■ What is required
The output should be all lines of the entries below in which the word "list" occurs.

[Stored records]

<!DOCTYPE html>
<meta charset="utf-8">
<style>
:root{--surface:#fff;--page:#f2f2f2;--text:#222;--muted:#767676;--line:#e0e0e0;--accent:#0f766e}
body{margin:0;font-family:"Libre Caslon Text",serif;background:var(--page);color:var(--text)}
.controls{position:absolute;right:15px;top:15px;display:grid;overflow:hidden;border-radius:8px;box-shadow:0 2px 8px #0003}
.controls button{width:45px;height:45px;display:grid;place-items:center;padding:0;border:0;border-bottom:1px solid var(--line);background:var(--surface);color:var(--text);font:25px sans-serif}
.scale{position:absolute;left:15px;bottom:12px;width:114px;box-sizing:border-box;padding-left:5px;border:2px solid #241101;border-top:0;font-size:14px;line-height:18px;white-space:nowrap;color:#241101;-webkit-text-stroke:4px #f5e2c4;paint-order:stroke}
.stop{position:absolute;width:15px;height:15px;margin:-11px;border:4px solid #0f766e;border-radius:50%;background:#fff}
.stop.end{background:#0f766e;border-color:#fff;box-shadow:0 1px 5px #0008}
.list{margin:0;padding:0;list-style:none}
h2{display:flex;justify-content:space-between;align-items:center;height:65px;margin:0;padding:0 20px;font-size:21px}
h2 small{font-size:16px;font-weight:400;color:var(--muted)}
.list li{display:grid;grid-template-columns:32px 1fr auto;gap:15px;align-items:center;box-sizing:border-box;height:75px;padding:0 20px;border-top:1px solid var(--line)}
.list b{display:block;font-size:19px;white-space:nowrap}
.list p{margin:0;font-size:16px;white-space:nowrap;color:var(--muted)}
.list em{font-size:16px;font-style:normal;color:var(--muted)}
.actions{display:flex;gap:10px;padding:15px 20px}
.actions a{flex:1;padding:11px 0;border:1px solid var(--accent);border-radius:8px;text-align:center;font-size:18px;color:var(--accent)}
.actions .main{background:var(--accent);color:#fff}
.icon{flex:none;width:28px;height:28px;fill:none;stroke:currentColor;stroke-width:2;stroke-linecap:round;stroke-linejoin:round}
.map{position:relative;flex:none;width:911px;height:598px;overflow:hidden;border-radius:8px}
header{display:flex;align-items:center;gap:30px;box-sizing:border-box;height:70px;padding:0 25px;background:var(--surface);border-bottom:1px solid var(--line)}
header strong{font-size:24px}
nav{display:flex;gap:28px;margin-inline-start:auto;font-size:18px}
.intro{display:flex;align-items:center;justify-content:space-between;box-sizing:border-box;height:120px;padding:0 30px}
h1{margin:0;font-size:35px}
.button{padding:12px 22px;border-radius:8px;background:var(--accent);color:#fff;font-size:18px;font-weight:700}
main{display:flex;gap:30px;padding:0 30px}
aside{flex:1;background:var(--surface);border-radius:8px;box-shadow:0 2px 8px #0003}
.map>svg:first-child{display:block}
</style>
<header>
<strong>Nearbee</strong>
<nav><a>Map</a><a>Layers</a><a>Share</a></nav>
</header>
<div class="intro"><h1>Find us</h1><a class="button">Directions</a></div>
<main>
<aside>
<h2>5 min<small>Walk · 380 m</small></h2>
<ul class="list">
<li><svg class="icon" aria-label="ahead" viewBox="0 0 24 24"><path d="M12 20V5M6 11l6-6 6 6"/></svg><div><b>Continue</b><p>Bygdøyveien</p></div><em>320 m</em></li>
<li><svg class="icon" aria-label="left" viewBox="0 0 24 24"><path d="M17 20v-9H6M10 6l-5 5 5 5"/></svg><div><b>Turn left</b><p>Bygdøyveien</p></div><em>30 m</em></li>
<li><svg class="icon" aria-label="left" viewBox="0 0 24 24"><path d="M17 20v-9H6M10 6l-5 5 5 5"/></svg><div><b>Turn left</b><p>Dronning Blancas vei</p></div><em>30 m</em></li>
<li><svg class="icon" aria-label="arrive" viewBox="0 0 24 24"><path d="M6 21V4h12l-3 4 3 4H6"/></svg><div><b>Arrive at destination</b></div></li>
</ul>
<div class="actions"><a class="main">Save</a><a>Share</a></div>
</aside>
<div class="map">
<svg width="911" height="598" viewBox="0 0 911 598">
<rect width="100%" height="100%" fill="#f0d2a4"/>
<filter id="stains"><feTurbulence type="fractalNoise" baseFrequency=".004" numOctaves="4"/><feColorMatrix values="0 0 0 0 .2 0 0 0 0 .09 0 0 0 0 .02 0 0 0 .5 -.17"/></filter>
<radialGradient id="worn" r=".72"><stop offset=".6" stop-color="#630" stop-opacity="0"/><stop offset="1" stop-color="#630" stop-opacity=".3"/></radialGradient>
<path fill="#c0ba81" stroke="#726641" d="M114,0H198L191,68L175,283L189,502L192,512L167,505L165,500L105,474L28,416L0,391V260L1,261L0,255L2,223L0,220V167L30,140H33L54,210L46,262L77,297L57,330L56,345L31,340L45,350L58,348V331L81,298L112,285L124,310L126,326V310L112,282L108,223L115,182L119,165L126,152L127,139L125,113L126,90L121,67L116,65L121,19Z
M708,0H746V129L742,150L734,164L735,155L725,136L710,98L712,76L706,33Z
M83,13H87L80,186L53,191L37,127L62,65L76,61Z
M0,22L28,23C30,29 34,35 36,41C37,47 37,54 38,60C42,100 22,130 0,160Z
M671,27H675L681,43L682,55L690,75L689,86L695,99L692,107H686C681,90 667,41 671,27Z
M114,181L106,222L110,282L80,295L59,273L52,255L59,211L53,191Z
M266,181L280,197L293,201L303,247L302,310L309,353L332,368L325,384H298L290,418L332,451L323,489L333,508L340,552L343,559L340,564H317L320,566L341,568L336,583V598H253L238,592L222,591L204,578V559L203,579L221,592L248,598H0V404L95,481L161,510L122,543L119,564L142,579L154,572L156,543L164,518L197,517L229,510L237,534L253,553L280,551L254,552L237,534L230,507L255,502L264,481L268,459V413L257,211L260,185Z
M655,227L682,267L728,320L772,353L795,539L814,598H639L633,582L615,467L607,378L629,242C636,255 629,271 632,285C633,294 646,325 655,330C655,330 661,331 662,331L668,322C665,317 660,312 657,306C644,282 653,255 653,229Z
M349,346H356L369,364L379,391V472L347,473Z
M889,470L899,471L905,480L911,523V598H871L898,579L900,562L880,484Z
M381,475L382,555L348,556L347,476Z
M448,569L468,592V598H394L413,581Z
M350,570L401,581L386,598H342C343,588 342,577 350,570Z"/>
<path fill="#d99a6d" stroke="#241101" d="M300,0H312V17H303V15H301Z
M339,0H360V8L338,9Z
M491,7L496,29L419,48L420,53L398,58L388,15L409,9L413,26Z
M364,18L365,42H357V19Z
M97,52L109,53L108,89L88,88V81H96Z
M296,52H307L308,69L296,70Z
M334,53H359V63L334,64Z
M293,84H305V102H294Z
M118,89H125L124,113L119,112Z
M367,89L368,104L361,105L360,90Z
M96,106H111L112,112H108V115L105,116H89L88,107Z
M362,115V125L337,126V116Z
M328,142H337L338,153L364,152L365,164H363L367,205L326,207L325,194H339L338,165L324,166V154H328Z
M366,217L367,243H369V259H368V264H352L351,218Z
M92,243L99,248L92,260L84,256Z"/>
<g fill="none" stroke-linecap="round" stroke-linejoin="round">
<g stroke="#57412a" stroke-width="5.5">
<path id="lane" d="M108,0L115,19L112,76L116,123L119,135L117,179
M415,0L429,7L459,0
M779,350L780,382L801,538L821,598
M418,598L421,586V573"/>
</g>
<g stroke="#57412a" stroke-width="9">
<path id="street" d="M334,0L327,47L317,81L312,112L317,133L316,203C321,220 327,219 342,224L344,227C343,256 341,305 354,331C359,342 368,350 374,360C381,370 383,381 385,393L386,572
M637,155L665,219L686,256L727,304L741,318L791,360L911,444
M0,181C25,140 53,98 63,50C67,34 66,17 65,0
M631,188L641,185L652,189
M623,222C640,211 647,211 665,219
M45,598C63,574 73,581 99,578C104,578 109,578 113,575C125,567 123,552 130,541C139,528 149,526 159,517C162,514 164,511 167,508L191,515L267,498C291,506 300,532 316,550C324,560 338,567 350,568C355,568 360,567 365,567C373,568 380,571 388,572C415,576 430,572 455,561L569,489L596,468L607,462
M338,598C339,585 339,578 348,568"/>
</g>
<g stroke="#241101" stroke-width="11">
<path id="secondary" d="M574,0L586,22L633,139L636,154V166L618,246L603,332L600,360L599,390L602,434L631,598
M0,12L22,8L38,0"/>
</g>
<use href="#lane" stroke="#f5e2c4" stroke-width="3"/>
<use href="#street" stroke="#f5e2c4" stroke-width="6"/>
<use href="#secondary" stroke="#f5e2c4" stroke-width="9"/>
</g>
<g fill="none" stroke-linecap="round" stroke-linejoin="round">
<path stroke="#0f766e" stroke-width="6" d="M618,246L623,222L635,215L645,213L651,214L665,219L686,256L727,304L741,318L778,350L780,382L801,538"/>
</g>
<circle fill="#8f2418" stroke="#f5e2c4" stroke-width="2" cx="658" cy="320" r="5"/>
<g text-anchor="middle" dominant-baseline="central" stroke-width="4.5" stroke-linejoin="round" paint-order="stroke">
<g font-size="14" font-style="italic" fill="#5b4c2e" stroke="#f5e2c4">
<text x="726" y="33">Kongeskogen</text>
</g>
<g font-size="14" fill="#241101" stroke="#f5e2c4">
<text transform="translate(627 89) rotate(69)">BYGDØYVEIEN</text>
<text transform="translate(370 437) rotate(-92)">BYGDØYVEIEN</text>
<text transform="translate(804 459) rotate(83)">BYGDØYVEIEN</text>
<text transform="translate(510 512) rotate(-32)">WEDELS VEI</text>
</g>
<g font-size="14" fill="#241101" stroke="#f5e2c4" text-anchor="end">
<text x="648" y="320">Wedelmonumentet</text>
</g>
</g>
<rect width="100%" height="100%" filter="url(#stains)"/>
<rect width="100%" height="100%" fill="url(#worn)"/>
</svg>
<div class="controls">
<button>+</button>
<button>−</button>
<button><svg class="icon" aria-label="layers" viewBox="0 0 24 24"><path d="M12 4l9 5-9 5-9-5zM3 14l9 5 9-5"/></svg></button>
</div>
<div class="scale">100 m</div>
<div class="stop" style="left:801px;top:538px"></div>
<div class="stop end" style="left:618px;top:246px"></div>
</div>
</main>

■ Task response
.list{margin:0;padding:0;list-style:none}
.list li{display:grid;grid-template-columns:32px 1fr auto;gap:15px;align-items:center;box-sizing:border-box;height:75px;padding:0 20px;border-top:1px solid var(--line)}
.list b{display:block;font-size:19px;white-space:nowrap}
.list p{margin:0;font-size:16px;white-space:nowrap;color:var(--muted)}
.list em{font-size:16px;font-style:normal;color:var(--muted)}
<ul class="list">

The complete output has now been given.